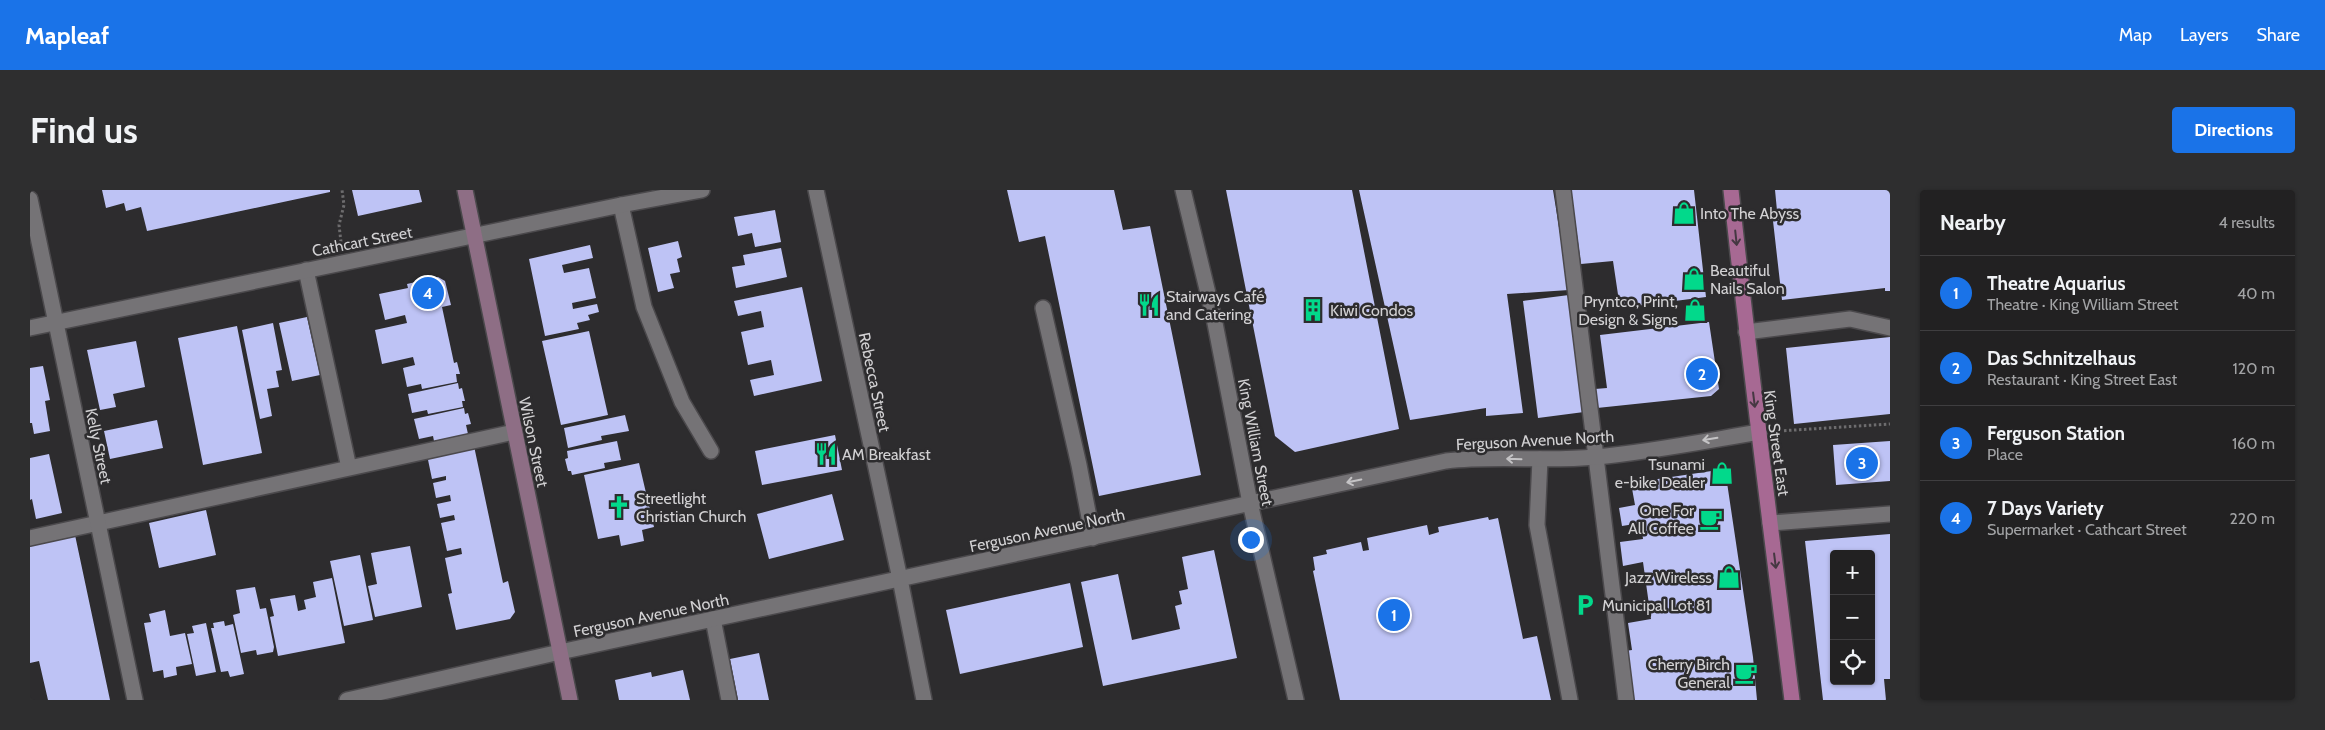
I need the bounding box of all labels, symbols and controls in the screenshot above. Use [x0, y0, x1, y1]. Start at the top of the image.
text: Mapleaf [25, 21, 109, 50]
text: Map [2119, 24, 2152, 46]
text: Layers [2180, 24, 2229, 46]
text: Share [2257, 24, 2300, 46]
button: Directions [2172, 107, 2295, 153]
text: Find us [30, 109, 138, 152]
shop icon: Into The Abyss [1671, 200, 1697, 226]
place label: Into The Abyss [1700, 204, 1800, 223]
text: Nearby [1940, 210, 2006, 235]
text: 4 results [2218, 213, 2275, 232]
street label: Cathcart Street [310, 222, 414, 261]
one-way arrow [1732, 230, 1741, 246]
place label: Beautiful Nails Salon [1710, 261, 1785, 298]
shop icon: Beautiful Nails Salon [1681, 266, 1707, 292]
text: Theatre Aquarius [1987, 272, 2126, 295]
pin: 4 [412, 274, 444, 312]
text: 1 [1953, 284, 1959, 303]
text: 40 m [2237, 284, 2275, 303]
place label: Stairways Café and Catering [1166, 287, 1265, 324]
restaurant icon: Stairways Café and Catering [1136, 292, 1162, 318]
place label: Pryntco, Print, Design & Signs [1578, 292, 1678, 329]
text: Theatre · King William Street [1987, 295, 2178, 314]
building icon: Kiwi Condos [1300, 297, 1326, 323]
shop icon: Pryntco, Print, Design & Signs [1682, 297, 1708, 323]
place label: Kiwi Condos [1330, 301, 1413, 320]
street label: Rebecca Street [855, 331, 894, 434]
text: Das Schnitzelhaus [1987, 347, 2136, 370]
pin: 2 [1686, 355, 1718, 393]
text: 2 [1952, 359, 1960, 378]
text: 120 m [2233, 359, 2275, 378]
text: Restaurant · King Street East [1987, 370, 2177, 389]
street label: King William Street [1234, 377, 1277, 508]
street label: King Street East [1760, 389, 1793, 498]
one-way arrow [1749, 392, 1759, 408]
street label: Wilson Street [515, 395, 552, 489]
street label: Kelly Street [81, 406, 116, 486]
text: Ferguson Station [1987, 422, 2125, 445]
street label: Ferguson Avenue North [1455, 427, 1615, 454]
text: 3 [1952, 434, 1960, 453]
text: 160 m [2232, 434, 2275, 453]
one-way arrow [1703, 435, 1719, 445]
restaurant icon: AM Breakfast [813, 441, 839, 467]
pin: 3 [1846, 444, 1878, 482]
place label: AM Breakfast [842, 445, 931, 464]
text: Place [1987, 445, 2023, 464]
one-way arrow [1507, 454, 1523, 463]
place label: Tsunami e-bike Dealer [1615, 455, 1706, 492]
shop icon: Tsunami e-bike Dealer [1709, 460, 1735, 486]
one-way arrow [1347, 477, 1363, 486]
place label: Streetlight Christian Church [636, 489, 746, 526]
church icon: Streetlight Christian Church [606, 494, 632, 520]
text: 7 Days Variety [1987, 497, 2104, 520]
place label: One For All Coffee [1628, 501, 1695, 538]
street label: Ferguson Avenue North [968, 505, 1127, 556]
cafe icon: One For All Coffee [1698, 506, 1724, 532]
text: 4 [1951, 509, 1961, 528]
text: 220 m [2229, 509, 2275, 528]
text: Supermarket · Cathcart Street [1987, 520, 2187, 539]
your location [1238, 527, 1264, 553]
map controls [1830, 550, 1875, 685]
button: + [1830, 550, 1875, 595]
one-way arrow [1770, 553, 1780, 569]
shop icon: Jazz Wireless [1716, 564, 1742, 590]
place label: Jazz Wireless [1624, 568, 1712, 587]
street label: Ferguson Avenue North [572, 590, 731, 641]
parking icon: Municipal Lot 81 [1572, 592, 1598, 618]
button: − [1830, 595, 1875, 640]
pin: 1 [1378, 596, 1410, 634]
place label: Municipal Lot 81 [1602, 596, 1711, 615]
button: locate [1830, 640, 1875, 685]
place label: Cherry Birch General [1648, 655, 1730, 692]
cafe icon: Cherry Birch General [1733, 660, 1759, 686]

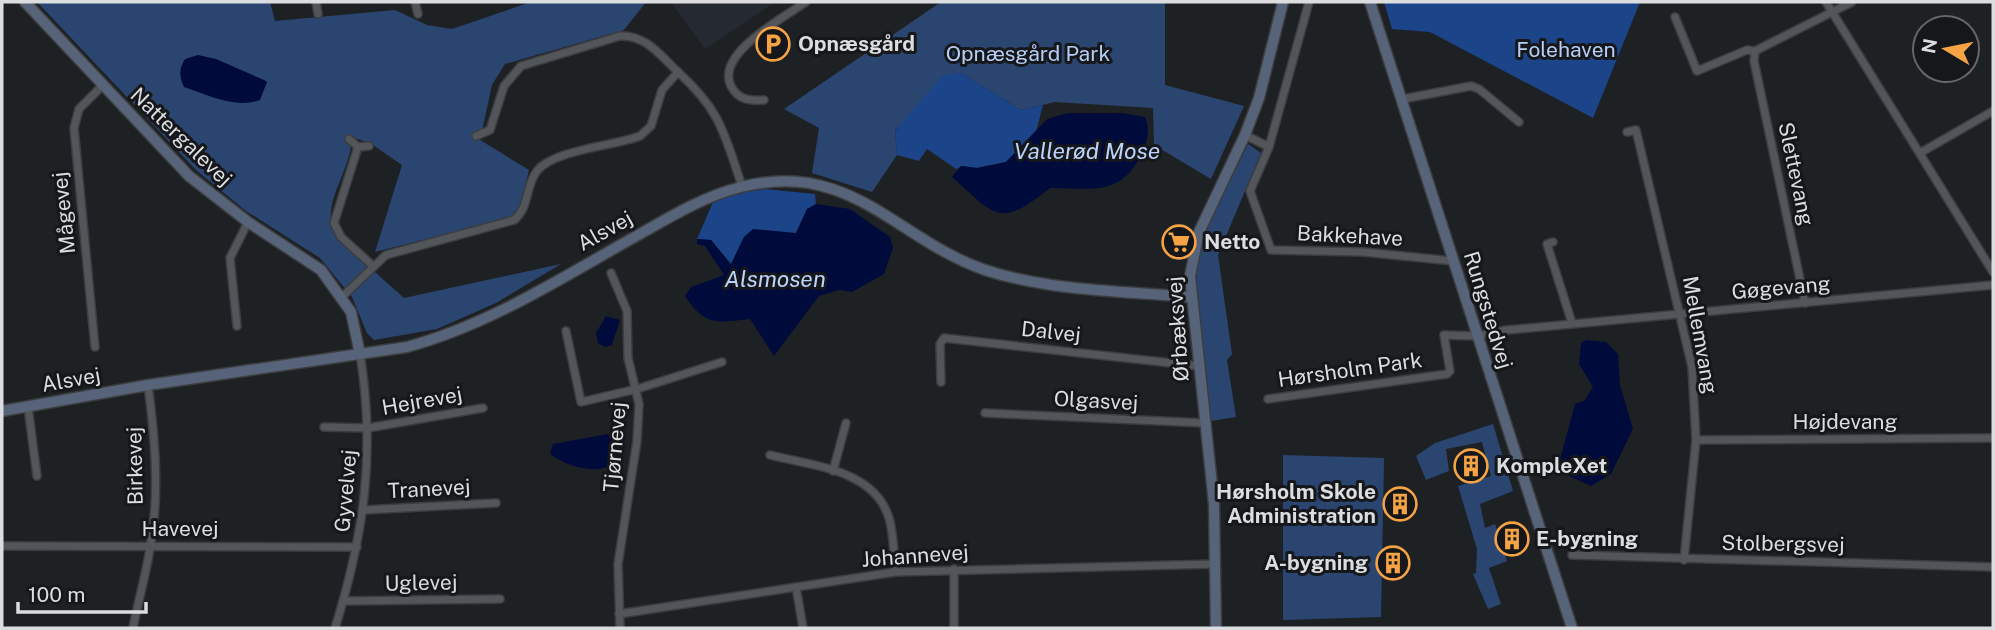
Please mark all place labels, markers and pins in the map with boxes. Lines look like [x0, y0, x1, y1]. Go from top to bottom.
parking icon: Opnæsgård [754, 25, 792, 63]
place label: Opnæsgård [798, 31, 915, 56]
supermarket icon: Netto [1160, 223, 1198, 261]
place label: Netto [1204, 229, 1260, 254]
building icon: KompleXet [1452, 447, 1490, 485]
place label: KompleXet [1496, 453, 1607, 478]
place label: Hørsholm Skole Administration [1216, 479, 1376, 528]
building icon: Hørsholm Skole Administration [1381, 485, 1419, 523]
building icon: E-bygning [1493, 520, 1531, 558]
place label: E-bygning [1536, 526, 1638, 551]
building icon: A-bygning [1374, 544, 1412, 582]
place label: A-bygning [1264, 550, 1368, 575]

+-------+

■ Task
Leave out the pictures and return the rest of the records exactly.

■ Your solution
I need the bounding box of all labels, symbols and controls in the screenshot above. Use [x0, y0, x1, y1]. Start at the top of the image.
text: Mapleaf [25, 21, 109, 50]
text: Map [2119, 24, 2152, 46]
text: Layers [2180, 24, 2229, 46]
text: Share [2257, 24, 2300, 46]
button: Directions [2172, 107, 2295, 153]
text: Find us [30, 109, 138, 152]
shop icon: Into The Abyss [1671, 200, 1697, 226]
place label: Into The Abyss [1700, 204, 1800, 223]
text: Nearby [1940, 210, 2006, 235]
text: 4 results [2218, 213, 2275, 232]
street label: Cathcart Street [310, 222, 414, 261]
one-way arrow [1732, 230, 1741, 246]
place label: Beautiful Nails Salon [1710, 261, 1785, 298]
shop icon: Beautiful Nails Salon [1681, 266, 1707, 292]
text: Theatre Aquarius [1987, 272, 2126, 295]
pin: 4 [412, 274, 444, 312]
text: 1 [1953, 284, 1959, 303]
text: 40 m [2237, 284, 2275, 303]
place label: Stairways Café and Catering [1166, 287, 1265, 324]
restaurant icon: Stairways Café and Catering [1136, 292, 1162, 318]
place label: Pryntco, Print, Design & Signs [1578, 292, 1678, 329]
text: Theatre · King William Street [1987, 295, 2178, 314]
building icon: Kiwi Condos [1300, 297, 1326, 323]
shop icon: Pryntco, Print, Design & Signs [1682, 297, 1708, 323]
place label: Kiwi Condos [1330, 301, 1413, 320]
street label: Rebecca Street [855, 331, 894, 434]
text: Das Schnitzelhaus [1987, 347, 2136, 370]
pin: 2 [1686, 355, 1718, 393]
text: 2 [1952, 359, 1960, 378]
text: 120 m [2233, 359, 2275, 378]
text: Restaurant · King Street East [1987, 370, 2177, 389]
street label: King William Street [1234, 377, 1277, 508]
street label: King Street East [1760, 389, 1793, 498]
one-way arrow [1749, 392, 1759, 408]
street label: Wilson Street [515, 395, 552, 489]
street label: Kelly Street [81, 406, 116, 486]
text: Ferguson Station [1987, 422, 2125, 445]
street label: Ferguson Avenue North [1455, 427, 1615, 454]
text: 3 [1952, 434, 1960, 453]
text: 160 m [2232, 434, 2275, 453]
one-way arrow [1703, 435, 1719, 445]
restaurant icon: AM Breakfast [813, 441, 839, 467]
pin: 3 [1846, 444, 1878, 482]
place label: AM Breakfast [842, 445, 931, 464]
text: Place [1987, 445, 2023, 464]
one-way arrow [1507, 454, 1523, 463]
place label: Tsunami e-bike Dealer [1615, 455, 1706, 492]
shop icon: Tsunami e-bike Dealer [1709, 460, 1735, 486]
one-way arrow [1347, 477, 1363, 486]
place label: Streetlight Christian Church [636, 489, 746, 526]
church icon: Streetlight Christian Church [606, 494, 632, 520]
text: 7 Days Variety [1987, 497, 2104, 520]
place label: One For All Coffee [1628, 501, 1695, 538]
street label: Ferguson Avenue North [968, 505, 1127, 556]
cafe icon: One For All Coffee [1698, 506, 1724, 532]
text: 4 [1951, 509, 1961, 528]
text: 220 m [2229, 509, 2275, 528]
text: Supermarket · Cathcart Street [1987, 520, 2187, 539]
your location [1238, 527, 1264, 553]
map controls [1830, 550, 1875, 685]
button: + [1830, 550, 1875, 595]
one-way arrow [1770, 553, 1780, 569]
shop icon: Jazz Wireless [1716, 564, 1742, 590]
place label: Jazz Wireless [1624, 568, 1712, 587]
street label: Ferguson Avenue North [572, 590, 731, 641]
parking icon: Municipal Lot 81 [1572, 592, 1598, 618]
button: − [1830, 595, 1875, 640]
pin: 1 [1378, 596, 1410, 634]
place label: Municipal Lot 81 [1602, 596, 1711, 615]
button: locate [1830, 640, 1875, 685]
place label: Cherry Birch General [1648, 655, 1730, 692]
cafe icon: Cherry Birch General [1733, 660, 1759, 686]

Please mark all place labels, markers and pins in the map with boxes. Lines look like [x0, y0, x1, y1]. Go from top to bottom.
parking icon: Opnæsgård [754, 25, 792, 63]
place label: Opnæsgård [798, 31, 915, 56]
supermarket icon: Netto [1160, 223, 1198, 261]
place label: Netto [1204, 229, 1260, 254]
building icon: KompleXet [1452, 447, 1490, 485]
place label: KompleXet [1496, 453, 1607, 478]
place label: Hørsholm Skole Administration [1216, 479, 1376, 528]
building icon: Hørsholm Skole Administration [1381, 485, 1419, 523]
building icon: E-bygning [1493, 520, 1531, 558]
place label: E-bygning [1536, 526, 1638, 551]
building icon: A-bygning [1374, 544, 1412, 582]
place label: A-bygning [1264, 550, 1368, 575]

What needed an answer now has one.